The Disclaimer of Conditional Language
One way to disclaim a tortious assault is to qualify it by language which can be interpreted as negating its menace.
Words such as “if”, “but” or “because” can free the speaker from liability.
- “If you weren’t my brother, I would punch your guts out for that last remark.”
- “I would like to pour bleach on your wedding dress for flirting with my fiancee, but I won’t, because we have been friends since kindergarten.”
- “Even though you have lied in reporting me for cheating on the exam, I won’t throw this baseball at you, only because it could cause big-time damage.”
Savage vs. Tuberville: The Power of Conditional Language
This 1669 case crystallized the law that conditional language frees its speaker from liability for the tort of assault.
Presumably during an altercation, Savage used language which enraged Tuberville to the extent that he grasped the hilt of his sword and said "If it were not assize-time, (visiting circuit Judge) I would not take such language from you".
Savage later claimed Tuberville’s action and words were sufficient to justify his belief in his intent to cause him immediate harm. Therefore, in self-defense, he found it necessary to attack Tuberville, going so far as to put out one of his eyes.
Later, perhaps to prevent himself from being sued, Savage brought a claim against Tuberville for assault. The court found in Tuberville’s favor, stating his disclaimer as to the judge’s presence in the area eradicated any reasonable expectation of danger on Savage’s part.
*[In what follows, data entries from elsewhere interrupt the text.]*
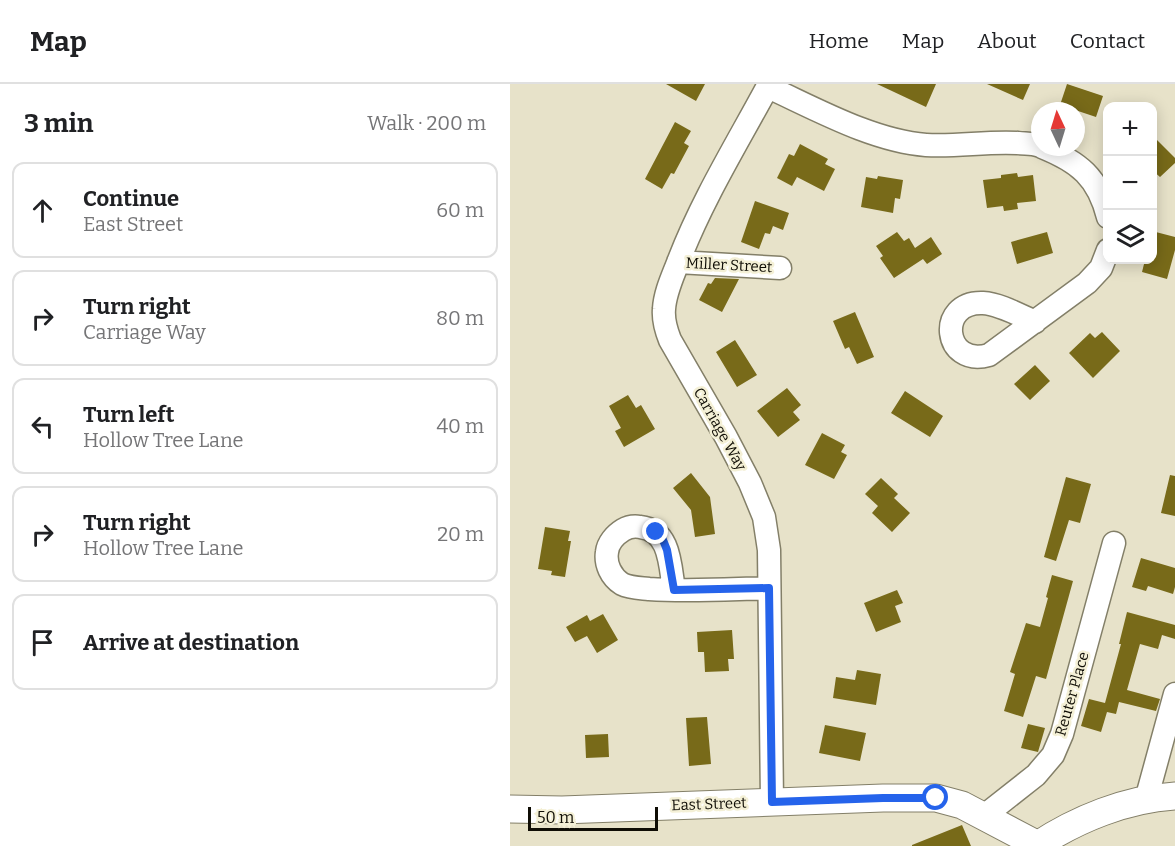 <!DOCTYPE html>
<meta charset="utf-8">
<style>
:root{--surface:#fff;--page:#f6f6f6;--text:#202124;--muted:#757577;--line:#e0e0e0}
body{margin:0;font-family:Bitter,serif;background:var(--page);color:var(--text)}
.controls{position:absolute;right:18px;top:18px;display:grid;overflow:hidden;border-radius:12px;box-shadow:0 3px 15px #0003}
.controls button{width:54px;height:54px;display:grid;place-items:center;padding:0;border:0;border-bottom:2px solid var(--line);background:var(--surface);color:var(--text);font:30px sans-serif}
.compass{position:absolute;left:521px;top:18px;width:54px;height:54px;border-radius:50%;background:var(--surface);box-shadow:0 3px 15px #0003;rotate:356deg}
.scale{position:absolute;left:18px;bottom:15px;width:130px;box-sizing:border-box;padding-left:6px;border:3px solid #0f0d05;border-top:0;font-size:16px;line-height:21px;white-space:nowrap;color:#0f0d05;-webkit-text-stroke:4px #f4f0d6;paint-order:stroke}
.stop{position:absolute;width:18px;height:18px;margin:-14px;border:4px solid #2563eb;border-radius:50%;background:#fff}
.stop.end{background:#2563eb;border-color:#fff;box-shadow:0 2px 6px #0008}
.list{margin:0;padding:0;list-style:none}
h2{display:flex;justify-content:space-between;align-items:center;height:78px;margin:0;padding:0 24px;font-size:26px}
h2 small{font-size:20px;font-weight:400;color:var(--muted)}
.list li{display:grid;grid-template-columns:39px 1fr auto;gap:18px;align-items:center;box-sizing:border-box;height:96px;margin:0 12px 12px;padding:0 12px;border:2px solid var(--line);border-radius:12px}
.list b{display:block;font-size:22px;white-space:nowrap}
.list p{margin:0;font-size:20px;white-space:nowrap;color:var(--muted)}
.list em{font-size:20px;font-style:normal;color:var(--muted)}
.icon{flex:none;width:33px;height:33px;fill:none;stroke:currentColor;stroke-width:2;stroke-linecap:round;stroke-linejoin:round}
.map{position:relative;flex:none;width:665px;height:762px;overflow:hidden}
header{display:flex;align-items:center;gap:36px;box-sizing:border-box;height:84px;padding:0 30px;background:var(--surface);border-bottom:2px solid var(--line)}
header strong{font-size:28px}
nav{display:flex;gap:33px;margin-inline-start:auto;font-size:21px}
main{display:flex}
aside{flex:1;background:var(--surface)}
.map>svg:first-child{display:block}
.building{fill:#786a19}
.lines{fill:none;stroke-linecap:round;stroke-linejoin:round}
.minor-casing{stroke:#837f68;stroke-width:25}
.major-casing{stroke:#837f68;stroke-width:29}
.minor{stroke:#fff;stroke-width:22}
.major{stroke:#fff;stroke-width:27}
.route{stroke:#2563eb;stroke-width:8}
.labels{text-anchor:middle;stroke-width:5;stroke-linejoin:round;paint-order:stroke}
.street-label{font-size:15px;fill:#0f0d05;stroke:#f4f0d6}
</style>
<header>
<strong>Map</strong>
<nav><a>Home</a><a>Map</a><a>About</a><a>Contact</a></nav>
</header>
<main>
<aside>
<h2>3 min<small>Walk · 200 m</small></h2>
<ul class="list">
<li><svg class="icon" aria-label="ahead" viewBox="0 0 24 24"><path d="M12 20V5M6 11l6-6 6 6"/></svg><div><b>Continue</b><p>East Street</p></div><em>60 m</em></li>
<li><svg class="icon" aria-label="right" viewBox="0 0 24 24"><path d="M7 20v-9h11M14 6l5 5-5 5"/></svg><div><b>Turn right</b><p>Carriage Way</p></div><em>80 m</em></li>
<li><svg class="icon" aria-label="left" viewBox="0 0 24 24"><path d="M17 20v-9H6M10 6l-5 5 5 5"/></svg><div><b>Turn left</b><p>Hollow Tree Lane</p></div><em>40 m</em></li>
<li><svg class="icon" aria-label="right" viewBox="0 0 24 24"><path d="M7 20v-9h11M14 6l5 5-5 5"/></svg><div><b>Turn right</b><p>Hollow Tree Lane</p></div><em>20 m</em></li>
<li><svg class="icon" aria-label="arrive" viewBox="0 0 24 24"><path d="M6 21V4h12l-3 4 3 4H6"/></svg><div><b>Arrive at destination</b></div></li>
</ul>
</aside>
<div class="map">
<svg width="665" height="762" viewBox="0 0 665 762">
<rect width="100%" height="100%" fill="#e7e2c9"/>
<path class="building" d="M156 0H195L186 17Z
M367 0H426L416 23Z
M477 0H520L513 16Z
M557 0 593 12 586 33 550 21Z
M165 38 181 47 174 59 179 62 164 90 161 89 152 105 135 95Z
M642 51 665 74V79L650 93 642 86Z
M290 60 318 75 315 80 325 85 314 107 287 93 282 102 267 94 279 70 284 72Z
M507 89 508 93 523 91 526 117 507 119 508 125 494 127 493 122 477 124 473 96 491 94V91Z
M368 92 393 96 390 115 385 114 383 129 351 123 356 93 367 95Z
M245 117 279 129 273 146 263 142 260 150 255 149 249 165 231 158Z
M642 147 665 153V166L657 195 632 188 635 176H642Z
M387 148 394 157 399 154 405 164 421 153 432 170 417 180 413 175 384 194 370 174 373 172 366 162Z
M537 148 543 169 507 180 501 158Z
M205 194 229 195 212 228 189 216 198 199 201 200Z
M345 228 364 273 347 280 339 263 335 265 323 237Z
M592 248 610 267 583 294 559 269 580 249 585 254Z
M225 256 247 291 227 303 206 268Z
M525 281 540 297 520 316 504 300Z
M277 304 291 321 283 328 290 336 268 353 247 327Z
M395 307 433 332 420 353 381 329Z
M118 311 126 324 131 321 145 345 114 363 105 347 111 344 99 322Z
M312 349 335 361 331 368 337 371 324 395 295 381Z
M181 389 200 413 205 450 185 453 181 426 163 404Z
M660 391 665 392V432L651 429Z
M556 393 581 400 570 439 559 436 546 477 534 473Z
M371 394 388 410 384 414 400 429 382 448 362 429 368 422 355 410Z
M35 443 60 447 58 457H61L55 493 41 491 42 487 28 485Z
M631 474 665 484V503L663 510 638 502 636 507 622 503Z
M542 491 563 497 536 595 526 592 513 633 494 627 505 590 500 588 516 539 530 543 538 514 536 513Z
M387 506 393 519 385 522 391 538 366 548 354 519Z
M617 528 665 541V555L652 551 648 565 630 560 617 606 650 615 646 627 609 618 606 630 597 628 591 648 571 642 579 615 595 619 611 560H609Z
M93 530 108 556 87 569 77 552 65 558 56 543 77 531 80 537Z
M222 546 224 575H218L219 587 195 588 194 568H188L187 548Z
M347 586 371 590 366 621 323 614 326 593 345 596Z
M197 633 201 680 179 682 176 634Z
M518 640 535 644 528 668 511 664Z
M315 641 356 649 350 677 309 669Z
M98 650 99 673 76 674 75 651Z
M452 741 461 762H402V761Z"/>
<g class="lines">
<g class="minor-casing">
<path id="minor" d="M259 0C228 58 193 114 169 176 163 192 155 208 154 225 153 236 156 246 160 256L216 353 240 399 254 433 259 466 262 718
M258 3C306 25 363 57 416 61 447 63 477 57 508 59 515 60 523 59 530 62
M532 63C569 78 588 93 598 133
M168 178 270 184
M525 238C509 231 490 220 473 219 426 217 433 284 479 271L577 199 591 184 598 166
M164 506C160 483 161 446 130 443 124 442 118 443 113 446 105 451 98 459 97 468 95 480 101 493 112 500 120 504 130 504 139 505 179 508 219 505 259 504
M636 716 665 610
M474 732 526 691 543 671 552 650 604 459"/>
</g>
<g class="major-casing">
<path id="major" d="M0 725 52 726 373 714H426L452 721 528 761
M526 762C567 735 616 715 665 712"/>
</g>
<use href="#minor" class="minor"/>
<use href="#major" class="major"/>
</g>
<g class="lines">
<path class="route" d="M146 448 153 456 157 466 164 506 259 504 262 718 373 714H426"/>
</g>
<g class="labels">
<g class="street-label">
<text transform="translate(219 181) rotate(3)" y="5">Miller Street</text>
<text transform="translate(210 345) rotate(61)" y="5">Carriage Way</text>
<text transform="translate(562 610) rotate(-74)" y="5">Reuter Place</text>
<text transform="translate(199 720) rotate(-2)" y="5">East Street</text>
</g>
</g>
</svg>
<div class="controls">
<button>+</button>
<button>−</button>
<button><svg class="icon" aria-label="layers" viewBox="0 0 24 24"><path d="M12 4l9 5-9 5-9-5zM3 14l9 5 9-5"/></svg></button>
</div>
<svg class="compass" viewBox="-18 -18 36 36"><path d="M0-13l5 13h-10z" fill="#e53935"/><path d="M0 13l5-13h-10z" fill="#757577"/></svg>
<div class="scale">50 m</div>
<div class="stop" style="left:426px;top:714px"></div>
<div class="stop end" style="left:146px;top:448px"></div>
</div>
</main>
As a society, we can only wish more people would act as Tuberville had, trusting to the legal system before letting themselves be controlled by an impulse towards violence. Often enough, a cooling off period can quell the first spark before a petty quarrel becomes inflamed into deadly eruption.
© 2017 Colleen Swan
Colleen Swan (author) from County Durham on January 10, 2017:
Hi Gilbert, Nice to hear from you, glad you found it interesting.
Gilbert Arevalo from Hacienda Heights, California on January 09, 2017:
Interesting law lesson, Colleen.
Colleen Swan (author) from County Durham on January 04, 2017:
Thanks Larry; Always nice of you to call in.
Larry Rankin from Oklahoma on January 03, 2017:
Colleen Swan (author) from County Durham on January 02, 2017:
Hi Katie, You are so right in terms of cyber cruelty. We can only hope this social media crests at some point and stops its onslaught. Ideally young people will discover the ability to form friendship and intimate bonds in the way we are all used to. Thank you for your insights Colleen
kbdressman from Harlem, New York on January 02, 2017:
Great summary of assault! It will be interesting to see how these laws are applied to "cyber assaults" in our age of technology. On one hand it's much easier to rattle off something you wouldn't typically say if the person were present and there's a guise of anonymity, but on the other hand, cyber-bullying has had some frightening effects--especially amongst young people. So much for the old "sticks and stones will break my bones, but words will never hurt me" adage!